Over the past few weeks I have discussed several topics surrounding autonomous vehicles and over the years have discussed Uber’s plans to take control of the logistics market whilst at the same time reduce their costs and dependency on humans.
Last November, Uber and Volvo came to an agreement that would see 24,000 Volvo XC90 SUVs join the Uber fleet as autonomous ride sharing cars. Volvo want to dominate this market and this deal which will start in 2019 and run for a couple of years will see them take a good stake in the supplier network surrounding ride-sharing cars. Remember that General Motors acquired Cruise Automation and has a tie up with Lyft, one of Uber’s main competitors.
Volvo call these cars “robotaxis” and are using a new marketing name for the simple taxi service: “ride-hailing”. Uber was born for the purpose of ride-sharing, in other words, a driver was travelling from A to B and shared their car with other like-minded people. They then morphed into more taxi services with drivers cruising the streets looking for someone to share the ride to that persons destination! With a robotaxi, there is no-one to share the ride, so it becomes an automated taxi service.
However, Volvo and Uber are trying to distance themselves from taxi companies by refocusing the name of the service, despite it being identical. Volvo say that the two reasons Uber selected them were safety and speed. Safety, because Volvo’s have had a focus on safety for decades and the speed is relative to time to market. The XC90 , like other models in the fleet are based on what Volvo call “SPA” – a scaleable product architecture and they describe this as a very advanced electrical architecture which means that they can add in many systems very easily – something that has to happen for any level of automation.
Volvo have already supplied 100 cars to Uber for a Pittsburgh based autonomous trial and both parties have said that the new deal is very lucrative. The first cars are being built in Sweden and then production (certainly for the US market) will be transferred to their South Carolina plant. One of the earlier cars being tested was involved in a high profile accident when it was involved in a collision. It was only high profile because the car was in autonomous mode, although the at-fault driver was a human who failed to stop at a junction and whacked the Volvo hard enough to flip it on its side.
The agreement with Uber should also speed up the development of the Volvo autonomous fleet so it can compete with the big manufacturing groups. Volvo also intend to take on Tesla head-to-head with an $11b injection of cash from Geely when they bought the marque. Tesla are clearly nervous because they are attempting to destroy Volvo’s safety rating compared to their cars. Often when you see a company name their competitor in their advertising, it means they are struggling against them. On a side note, it appears that Tesla released their new Roadster recently to boost cash flows by getting buyers to put down large deposits today for a 2020 delivery. The Model 3 production issues are badly hurting them at the moment and they desperately need the money.

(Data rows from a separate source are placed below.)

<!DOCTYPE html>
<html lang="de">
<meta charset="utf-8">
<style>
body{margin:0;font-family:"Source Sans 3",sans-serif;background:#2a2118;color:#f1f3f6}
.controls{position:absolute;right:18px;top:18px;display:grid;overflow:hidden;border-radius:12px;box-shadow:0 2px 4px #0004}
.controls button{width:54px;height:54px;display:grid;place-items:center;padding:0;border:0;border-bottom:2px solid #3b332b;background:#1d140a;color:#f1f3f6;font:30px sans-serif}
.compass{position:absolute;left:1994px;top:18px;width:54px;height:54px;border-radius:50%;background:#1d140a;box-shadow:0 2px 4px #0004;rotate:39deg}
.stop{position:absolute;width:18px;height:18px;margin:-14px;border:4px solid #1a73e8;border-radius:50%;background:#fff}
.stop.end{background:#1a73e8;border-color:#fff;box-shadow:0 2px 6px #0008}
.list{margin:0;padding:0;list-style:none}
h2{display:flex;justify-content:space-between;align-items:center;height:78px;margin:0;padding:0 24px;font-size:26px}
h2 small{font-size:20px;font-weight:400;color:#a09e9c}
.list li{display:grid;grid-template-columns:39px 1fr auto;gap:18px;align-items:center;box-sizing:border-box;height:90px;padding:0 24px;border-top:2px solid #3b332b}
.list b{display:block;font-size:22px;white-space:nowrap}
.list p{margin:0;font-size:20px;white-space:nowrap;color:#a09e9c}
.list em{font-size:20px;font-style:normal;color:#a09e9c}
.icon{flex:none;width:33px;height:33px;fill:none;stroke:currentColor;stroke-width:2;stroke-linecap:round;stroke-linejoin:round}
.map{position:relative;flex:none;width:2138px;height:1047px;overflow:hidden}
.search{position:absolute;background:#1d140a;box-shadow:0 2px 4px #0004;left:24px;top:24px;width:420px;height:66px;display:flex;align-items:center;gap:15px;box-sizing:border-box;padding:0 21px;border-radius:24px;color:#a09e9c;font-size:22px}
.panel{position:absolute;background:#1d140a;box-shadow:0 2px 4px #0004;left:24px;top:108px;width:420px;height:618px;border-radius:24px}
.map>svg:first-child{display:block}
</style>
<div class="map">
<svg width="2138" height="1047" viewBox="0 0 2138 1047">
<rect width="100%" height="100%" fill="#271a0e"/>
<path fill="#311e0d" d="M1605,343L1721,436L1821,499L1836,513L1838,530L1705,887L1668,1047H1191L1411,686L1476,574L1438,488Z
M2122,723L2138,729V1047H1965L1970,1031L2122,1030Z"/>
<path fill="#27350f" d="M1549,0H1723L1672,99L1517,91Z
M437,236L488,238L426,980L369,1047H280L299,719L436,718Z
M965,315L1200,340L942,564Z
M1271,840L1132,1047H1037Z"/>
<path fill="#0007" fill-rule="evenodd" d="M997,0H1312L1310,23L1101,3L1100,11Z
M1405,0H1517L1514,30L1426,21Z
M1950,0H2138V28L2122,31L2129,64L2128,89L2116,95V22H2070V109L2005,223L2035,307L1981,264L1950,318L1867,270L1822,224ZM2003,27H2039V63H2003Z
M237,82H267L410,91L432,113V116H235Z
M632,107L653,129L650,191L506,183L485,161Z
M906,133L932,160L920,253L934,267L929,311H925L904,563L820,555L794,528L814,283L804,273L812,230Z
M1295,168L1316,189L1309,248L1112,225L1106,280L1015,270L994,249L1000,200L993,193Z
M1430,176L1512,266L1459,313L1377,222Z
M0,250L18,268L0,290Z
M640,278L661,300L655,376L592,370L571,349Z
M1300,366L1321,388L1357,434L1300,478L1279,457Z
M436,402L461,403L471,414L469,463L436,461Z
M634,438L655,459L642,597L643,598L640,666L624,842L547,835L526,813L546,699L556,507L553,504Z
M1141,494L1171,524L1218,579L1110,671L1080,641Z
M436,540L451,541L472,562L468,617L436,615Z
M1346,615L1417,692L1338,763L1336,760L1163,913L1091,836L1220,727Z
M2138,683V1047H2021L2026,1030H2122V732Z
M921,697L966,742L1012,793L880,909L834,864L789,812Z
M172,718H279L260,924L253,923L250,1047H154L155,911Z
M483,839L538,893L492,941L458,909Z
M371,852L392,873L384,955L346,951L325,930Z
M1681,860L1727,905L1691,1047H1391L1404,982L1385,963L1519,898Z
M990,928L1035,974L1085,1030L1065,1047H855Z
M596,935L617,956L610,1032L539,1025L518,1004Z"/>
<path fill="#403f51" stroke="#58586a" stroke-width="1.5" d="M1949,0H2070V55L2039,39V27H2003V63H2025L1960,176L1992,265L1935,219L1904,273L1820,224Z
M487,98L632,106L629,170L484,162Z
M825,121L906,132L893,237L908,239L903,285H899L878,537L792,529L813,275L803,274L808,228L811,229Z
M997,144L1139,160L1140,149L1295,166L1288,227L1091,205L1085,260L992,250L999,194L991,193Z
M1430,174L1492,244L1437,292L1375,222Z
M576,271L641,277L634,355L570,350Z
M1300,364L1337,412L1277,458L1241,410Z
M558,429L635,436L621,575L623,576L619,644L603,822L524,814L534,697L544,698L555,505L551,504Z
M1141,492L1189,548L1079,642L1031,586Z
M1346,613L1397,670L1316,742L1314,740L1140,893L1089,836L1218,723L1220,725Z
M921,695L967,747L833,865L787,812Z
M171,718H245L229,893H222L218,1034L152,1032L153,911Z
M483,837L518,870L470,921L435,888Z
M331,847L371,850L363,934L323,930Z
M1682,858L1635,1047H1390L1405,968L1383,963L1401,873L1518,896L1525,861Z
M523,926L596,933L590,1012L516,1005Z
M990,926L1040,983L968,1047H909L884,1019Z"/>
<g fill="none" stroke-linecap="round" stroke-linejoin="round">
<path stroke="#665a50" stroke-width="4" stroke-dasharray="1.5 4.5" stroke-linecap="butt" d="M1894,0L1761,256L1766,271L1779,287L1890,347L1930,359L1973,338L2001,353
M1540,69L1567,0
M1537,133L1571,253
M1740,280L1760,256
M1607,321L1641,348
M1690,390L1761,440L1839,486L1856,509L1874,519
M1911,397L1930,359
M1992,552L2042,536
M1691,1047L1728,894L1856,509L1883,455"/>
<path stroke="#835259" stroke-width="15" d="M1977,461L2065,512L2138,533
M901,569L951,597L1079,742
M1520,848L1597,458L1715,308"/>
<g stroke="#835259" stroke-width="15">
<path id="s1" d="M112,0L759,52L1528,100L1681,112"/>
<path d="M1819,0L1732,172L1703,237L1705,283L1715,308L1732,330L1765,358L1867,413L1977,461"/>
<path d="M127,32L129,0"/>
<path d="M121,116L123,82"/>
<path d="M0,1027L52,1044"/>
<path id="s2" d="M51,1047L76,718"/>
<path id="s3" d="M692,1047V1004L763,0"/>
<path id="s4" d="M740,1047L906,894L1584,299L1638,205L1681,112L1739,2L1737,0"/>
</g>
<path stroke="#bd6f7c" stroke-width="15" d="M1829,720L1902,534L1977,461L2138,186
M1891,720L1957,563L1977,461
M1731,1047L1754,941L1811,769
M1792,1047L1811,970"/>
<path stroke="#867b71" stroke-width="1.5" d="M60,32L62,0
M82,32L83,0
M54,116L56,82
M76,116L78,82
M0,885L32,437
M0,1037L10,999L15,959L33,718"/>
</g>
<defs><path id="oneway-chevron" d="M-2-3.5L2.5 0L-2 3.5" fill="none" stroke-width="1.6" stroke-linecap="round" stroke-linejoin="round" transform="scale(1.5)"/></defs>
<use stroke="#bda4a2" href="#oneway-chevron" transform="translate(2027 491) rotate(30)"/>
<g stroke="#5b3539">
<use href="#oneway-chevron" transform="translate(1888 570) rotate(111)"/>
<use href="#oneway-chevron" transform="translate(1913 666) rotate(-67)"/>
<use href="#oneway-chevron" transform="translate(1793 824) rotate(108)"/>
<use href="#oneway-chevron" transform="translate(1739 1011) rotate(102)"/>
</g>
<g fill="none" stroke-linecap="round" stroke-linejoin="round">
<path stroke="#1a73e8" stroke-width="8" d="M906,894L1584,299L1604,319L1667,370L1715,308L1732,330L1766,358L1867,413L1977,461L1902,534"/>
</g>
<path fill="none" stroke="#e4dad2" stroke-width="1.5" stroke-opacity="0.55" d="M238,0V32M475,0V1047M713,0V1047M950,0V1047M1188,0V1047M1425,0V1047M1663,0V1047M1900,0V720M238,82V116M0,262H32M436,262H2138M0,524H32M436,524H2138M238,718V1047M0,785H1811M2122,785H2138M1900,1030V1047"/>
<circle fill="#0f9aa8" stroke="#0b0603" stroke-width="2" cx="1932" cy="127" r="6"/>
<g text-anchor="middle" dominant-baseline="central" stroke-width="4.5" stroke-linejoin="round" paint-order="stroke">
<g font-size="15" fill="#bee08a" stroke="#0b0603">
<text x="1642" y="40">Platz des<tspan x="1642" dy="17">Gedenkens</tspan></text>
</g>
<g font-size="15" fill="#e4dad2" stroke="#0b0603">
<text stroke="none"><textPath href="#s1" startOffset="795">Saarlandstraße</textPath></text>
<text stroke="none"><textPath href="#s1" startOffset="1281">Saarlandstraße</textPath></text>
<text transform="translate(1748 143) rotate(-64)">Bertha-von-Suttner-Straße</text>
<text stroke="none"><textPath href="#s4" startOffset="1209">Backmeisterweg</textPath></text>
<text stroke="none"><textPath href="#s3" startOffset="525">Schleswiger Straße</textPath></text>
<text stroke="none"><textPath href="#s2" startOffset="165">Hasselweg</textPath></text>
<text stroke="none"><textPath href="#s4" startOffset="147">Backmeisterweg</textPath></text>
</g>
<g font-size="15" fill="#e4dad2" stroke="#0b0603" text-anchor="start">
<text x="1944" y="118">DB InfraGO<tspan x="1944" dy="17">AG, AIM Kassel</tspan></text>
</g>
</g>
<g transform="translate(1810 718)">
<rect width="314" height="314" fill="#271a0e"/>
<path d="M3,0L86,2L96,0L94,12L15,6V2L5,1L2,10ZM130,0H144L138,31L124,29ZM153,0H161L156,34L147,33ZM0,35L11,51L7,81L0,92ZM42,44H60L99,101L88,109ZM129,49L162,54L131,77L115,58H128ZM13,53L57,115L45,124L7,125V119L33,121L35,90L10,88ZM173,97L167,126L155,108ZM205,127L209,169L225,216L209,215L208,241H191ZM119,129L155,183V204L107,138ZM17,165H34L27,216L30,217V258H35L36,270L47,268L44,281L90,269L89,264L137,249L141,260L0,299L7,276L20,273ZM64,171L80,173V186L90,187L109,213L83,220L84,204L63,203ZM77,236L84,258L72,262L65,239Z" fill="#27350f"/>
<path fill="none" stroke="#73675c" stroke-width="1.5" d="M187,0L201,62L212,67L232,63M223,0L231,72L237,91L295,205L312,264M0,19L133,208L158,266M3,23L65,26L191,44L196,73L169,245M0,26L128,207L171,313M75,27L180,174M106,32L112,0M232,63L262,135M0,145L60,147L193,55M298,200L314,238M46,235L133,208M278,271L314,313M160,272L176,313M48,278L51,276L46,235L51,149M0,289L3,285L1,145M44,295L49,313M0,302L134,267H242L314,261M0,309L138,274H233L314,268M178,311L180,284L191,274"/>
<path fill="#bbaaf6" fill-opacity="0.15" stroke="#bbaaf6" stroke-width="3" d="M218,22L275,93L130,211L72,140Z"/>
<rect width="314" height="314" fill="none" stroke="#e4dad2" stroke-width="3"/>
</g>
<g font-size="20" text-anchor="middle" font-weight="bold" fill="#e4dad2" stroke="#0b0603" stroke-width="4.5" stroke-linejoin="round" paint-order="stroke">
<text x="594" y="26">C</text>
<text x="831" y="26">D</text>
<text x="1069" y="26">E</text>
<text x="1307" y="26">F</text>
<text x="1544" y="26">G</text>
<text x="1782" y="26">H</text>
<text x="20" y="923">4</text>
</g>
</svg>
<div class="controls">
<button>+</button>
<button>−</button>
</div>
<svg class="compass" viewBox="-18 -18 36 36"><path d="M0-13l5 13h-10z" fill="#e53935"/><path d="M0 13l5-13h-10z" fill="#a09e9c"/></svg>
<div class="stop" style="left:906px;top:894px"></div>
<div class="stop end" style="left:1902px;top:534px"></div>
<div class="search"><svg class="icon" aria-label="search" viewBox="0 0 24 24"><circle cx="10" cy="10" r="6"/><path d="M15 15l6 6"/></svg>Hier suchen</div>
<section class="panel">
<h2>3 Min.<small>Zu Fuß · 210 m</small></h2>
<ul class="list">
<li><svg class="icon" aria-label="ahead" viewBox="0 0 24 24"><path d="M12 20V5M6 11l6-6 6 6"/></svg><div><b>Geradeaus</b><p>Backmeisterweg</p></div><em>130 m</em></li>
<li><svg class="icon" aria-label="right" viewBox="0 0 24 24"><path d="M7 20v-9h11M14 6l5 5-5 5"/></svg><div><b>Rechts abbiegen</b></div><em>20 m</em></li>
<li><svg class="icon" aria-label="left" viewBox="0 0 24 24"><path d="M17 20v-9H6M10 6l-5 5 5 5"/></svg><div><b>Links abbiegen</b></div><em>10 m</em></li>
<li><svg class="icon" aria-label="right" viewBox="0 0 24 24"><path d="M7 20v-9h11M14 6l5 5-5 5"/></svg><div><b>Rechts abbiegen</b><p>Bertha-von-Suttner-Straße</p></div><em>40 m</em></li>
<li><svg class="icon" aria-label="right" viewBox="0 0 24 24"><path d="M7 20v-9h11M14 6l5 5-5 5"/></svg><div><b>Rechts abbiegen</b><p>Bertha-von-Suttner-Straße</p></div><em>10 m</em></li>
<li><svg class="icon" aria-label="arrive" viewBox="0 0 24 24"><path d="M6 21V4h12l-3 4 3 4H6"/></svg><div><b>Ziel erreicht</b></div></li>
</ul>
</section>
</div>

With Uber being savaged by the courts in many cities for their workplace agreements with the drivers and their battles with many Government protected taxi services, it is clear that they would prefer to get rid of the humans as much as possible. Expect to see more battles between the established taxi companies and the dehumanised Uber – and expect to see some taxi drivers retaliate physically to nobble the competition.